Description
Environment
- ggshield version: 1.34.0
- Operating system (Linux, macOS, Windows): Windows
- Operating system version: Windows 11 Pro 23H2
- Python version: 3.12
Describe the bug
When the user is about to commit a merge with many files and long file names, ggshield secret scan pre-commit
crashes with [WinError 206] The filename or extension is too long
. This is because ggshield
is building and executing a git command that can be longer then the maximum path length on Windows, which is approximately 32,767 with "long paths" enabled.
Steps to reproduce:
You can use the following bash script in a Git shell on Windows to reproduce the error:
#!/usr/bin/env bash
cd $(mktemp -d)
git init
function commit_files() {
for i in $(seq -f "%0200g" 200)
do
echo $1 > $i.txt
done
git add .
git commit -m "msg" --no-verify
}
git checkout -b a
commit_files x
git checkout -b b
commit_files foo
git checkout a
commit_files bar
git merge b
git add .
ggshield secret scan pre-commit --verbose --debug
This script creates 200 files with file names that are a bit longer than 200 characters each, creates some changes for each of them across two branches, and finally merges the 200 changes from both branches. The kind of merge within this script is a bit artifical but demonstrates the issue that we observed during real merges.
Actual result:
Traceback (most recent call last):
File "C:\Users\User\pipx\venvs\ggshield\Lib\site-packages\ggshield\cmd\utils\common_decorators.py", line 18, in wrapper
return func(*args, **kwargs)
^^^^^^^^^^^^^^^^^^^^^
File "C:\Users\User\pipx\venvs\ggshield\Lib\site-packages\ggshield\cmd\secret\scan\precommit.py", line 85, in precommit_cmd
commit = Commit.from_merge(ctx_obj.exclusion_regexes)

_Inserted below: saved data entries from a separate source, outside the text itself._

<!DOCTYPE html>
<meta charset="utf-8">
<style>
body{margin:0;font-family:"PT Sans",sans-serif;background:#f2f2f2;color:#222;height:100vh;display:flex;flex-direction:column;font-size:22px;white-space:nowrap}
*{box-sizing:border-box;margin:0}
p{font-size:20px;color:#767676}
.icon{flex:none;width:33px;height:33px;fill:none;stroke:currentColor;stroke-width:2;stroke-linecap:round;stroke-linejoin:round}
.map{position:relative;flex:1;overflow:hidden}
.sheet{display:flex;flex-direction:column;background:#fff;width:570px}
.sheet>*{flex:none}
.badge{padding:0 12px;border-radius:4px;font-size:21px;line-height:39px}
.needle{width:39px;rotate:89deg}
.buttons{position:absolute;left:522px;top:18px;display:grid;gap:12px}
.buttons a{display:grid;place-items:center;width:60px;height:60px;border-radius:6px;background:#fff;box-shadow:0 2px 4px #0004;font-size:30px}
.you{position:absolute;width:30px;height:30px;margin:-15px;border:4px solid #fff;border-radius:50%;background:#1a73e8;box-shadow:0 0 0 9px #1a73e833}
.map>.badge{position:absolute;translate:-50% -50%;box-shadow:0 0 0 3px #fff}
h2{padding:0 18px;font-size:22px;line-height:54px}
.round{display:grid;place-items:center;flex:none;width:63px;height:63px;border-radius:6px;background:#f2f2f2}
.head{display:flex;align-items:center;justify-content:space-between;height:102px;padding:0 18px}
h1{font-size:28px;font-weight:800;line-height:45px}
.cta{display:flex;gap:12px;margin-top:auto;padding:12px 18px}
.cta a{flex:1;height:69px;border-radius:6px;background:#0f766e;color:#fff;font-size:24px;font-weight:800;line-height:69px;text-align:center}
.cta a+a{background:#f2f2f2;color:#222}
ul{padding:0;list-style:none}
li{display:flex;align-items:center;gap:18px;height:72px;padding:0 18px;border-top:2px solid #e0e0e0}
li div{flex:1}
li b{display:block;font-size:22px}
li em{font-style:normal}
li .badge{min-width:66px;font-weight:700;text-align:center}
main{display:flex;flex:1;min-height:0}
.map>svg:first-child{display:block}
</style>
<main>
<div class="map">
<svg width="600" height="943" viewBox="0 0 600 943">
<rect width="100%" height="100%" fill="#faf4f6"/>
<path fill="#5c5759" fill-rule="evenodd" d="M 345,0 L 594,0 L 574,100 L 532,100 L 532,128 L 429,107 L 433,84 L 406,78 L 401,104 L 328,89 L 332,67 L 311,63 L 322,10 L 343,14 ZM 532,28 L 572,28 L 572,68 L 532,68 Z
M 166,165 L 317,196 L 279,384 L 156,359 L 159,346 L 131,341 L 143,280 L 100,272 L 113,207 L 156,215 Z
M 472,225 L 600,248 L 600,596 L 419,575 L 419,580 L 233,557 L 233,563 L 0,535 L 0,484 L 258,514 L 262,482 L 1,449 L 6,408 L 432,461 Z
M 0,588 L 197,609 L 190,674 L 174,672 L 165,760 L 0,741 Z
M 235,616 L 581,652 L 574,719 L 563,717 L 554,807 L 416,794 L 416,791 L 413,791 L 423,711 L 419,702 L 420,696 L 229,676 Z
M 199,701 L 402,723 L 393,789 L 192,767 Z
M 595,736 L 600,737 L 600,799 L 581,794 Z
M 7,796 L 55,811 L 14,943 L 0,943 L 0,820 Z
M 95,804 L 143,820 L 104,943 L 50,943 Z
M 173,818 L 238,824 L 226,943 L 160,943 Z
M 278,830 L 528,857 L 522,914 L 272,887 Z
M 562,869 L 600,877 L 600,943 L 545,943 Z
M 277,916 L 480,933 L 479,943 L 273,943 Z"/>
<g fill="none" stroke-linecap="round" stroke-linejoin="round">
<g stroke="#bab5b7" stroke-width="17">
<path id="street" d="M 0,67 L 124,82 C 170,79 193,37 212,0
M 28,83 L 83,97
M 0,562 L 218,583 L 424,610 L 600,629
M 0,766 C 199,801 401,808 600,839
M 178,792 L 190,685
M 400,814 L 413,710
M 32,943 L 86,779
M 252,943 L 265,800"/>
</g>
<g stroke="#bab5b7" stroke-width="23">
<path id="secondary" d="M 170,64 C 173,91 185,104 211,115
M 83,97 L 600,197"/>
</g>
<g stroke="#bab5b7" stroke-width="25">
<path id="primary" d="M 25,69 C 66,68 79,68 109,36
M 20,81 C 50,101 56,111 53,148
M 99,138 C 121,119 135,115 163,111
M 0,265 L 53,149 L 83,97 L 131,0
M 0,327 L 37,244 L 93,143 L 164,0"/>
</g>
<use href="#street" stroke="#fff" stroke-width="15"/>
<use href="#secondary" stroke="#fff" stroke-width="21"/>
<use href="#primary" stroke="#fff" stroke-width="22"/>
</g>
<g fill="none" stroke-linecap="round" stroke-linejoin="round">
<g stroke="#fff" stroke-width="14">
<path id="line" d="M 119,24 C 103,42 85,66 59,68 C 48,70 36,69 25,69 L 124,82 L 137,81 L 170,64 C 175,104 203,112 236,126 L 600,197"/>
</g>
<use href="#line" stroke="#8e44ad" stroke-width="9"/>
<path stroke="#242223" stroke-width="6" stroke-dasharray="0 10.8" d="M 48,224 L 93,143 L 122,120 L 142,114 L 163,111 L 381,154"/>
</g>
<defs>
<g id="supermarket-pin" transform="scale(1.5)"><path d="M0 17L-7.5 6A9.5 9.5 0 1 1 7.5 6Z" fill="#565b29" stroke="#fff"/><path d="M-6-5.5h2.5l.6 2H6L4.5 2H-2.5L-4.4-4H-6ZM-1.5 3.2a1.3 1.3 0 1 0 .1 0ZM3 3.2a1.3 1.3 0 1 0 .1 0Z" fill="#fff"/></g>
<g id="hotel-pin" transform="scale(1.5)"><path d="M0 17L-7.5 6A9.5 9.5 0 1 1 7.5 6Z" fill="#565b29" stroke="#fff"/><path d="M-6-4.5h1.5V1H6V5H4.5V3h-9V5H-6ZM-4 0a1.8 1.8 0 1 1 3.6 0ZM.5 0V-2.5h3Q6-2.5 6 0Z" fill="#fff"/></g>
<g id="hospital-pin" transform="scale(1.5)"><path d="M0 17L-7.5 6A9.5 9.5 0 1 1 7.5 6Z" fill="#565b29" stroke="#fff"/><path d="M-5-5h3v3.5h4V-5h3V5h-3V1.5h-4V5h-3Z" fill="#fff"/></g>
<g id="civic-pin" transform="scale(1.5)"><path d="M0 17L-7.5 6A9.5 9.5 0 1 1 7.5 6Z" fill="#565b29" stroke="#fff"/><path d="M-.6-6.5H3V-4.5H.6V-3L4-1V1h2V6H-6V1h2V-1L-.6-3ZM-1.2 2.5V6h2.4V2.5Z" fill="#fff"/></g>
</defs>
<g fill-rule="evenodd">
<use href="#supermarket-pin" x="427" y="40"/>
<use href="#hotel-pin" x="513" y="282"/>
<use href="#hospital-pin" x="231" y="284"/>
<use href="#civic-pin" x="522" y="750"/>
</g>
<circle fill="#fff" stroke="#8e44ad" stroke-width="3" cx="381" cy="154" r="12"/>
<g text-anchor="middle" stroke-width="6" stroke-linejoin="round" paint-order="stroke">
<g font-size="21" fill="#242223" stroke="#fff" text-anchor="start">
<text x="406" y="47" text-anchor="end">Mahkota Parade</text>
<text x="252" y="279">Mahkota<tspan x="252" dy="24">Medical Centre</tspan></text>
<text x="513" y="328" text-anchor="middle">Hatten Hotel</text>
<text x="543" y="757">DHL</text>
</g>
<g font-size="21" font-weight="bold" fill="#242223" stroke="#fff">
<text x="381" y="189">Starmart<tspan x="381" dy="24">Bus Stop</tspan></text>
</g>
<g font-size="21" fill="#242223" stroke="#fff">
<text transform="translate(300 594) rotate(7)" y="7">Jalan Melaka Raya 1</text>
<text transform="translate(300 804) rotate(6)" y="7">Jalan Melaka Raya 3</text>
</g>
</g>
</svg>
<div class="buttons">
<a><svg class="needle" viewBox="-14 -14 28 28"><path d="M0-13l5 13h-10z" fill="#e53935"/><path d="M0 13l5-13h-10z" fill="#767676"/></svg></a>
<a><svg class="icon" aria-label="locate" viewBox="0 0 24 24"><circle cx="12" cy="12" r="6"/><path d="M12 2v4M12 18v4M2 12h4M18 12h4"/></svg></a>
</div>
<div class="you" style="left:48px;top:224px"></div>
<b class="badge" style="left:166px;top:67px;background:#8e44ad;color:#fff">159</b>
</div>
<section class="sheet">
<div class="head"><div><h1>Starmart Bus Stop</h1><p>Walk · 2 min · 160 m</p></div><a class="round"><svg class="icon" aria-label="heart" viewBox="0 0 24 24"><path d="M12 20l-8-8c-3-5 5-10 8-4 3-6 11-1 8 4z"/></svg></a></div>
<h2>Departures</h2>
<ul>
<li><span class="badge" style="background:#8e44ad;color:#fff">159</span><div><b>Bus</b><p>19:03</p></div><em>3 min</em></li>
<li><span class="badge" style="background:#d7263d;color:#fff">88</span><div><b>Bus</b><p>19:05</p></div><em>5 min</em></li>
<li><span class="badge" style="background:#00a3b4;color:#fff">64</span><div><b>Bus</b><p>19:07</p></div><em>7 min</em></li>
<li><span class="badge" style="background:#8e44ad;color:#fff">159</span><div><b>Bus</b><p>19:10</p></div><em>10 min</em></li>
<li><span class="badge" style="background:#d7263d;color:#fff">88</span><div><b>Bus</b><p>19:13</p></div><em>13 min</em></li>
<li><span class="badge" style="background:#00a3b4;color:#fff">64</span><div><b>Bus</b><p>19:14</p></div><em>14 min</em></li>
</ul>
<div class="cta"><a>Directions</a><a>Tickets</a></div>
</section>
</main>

^^^^^^^^^^^^^^^^^^^^^^^^^^^^^^^^^^^^^^^^^^^^
File "C:\Users\User\pipx\venvs\ggshield\Lib\site-packages\ggshield\core\scan\commit.py", line 87, in from_merge
shas_in_merge_branch = dict(
^^^^^
File "C:\Users\User\pipx\venvs\ggshield\Lib\site-packages\ggshield\core\scan\commit_utils.py", line 370, in get_file_sha_in_ref
output = git(["ls-tree", "-z", ref] + files, cwd=cwd)
^^^^^^^^^^^^^^^^^^^^^^^^^^^^^^^^^^^^^^^^^^^^
File "C:\Users\User\pipx\venvs\ggshield\Lib\site-packages\ggshield\utils\git_shell.py", line 206, in git
result = subprocess.run(
^^^^^^^^^^^^^^^
File "C:\Users\User\AppData\Local\Programs\Python\Python312\Lib\subprocess.py", line 548, in run
with Popen(*popenargs, **kwargs) as process:
^^^^^^^^^^^^^^^^^^^^^^^^^^^
File "C:\Users\User\AppData\Local\Programs\Python\Python312\Lib\subprocess.py", line 1026, in __init__
self._execute_child(args, executable, preexec_fn, close_fds,
File "C:\Users\User\AppData\Local\Programs\Python\Python312\Lib\subprocess.py", line 1538, in _execute_child
hp, ht, pid, tid = _winapi.CreateProcess(executable, args,
^^^^^^^^^^^^^^^^^^^^^^^^^^^^^^^^^^^^^^^
FileNotFoundError: [WinError 206] The filename or extension is too long
20408:6608 [D] ggshield.__main__:56 scan exit_code=128
The full debug log can be found here: error.log
Expected result:
ggshield
scanning for secrets and not crashing.
Possible solutions:
One could start breaking the single ls-tree
command into multiple ones once the command grows too long (depending on platform and "long path" configuration). This might apply for other subprocess executions, too.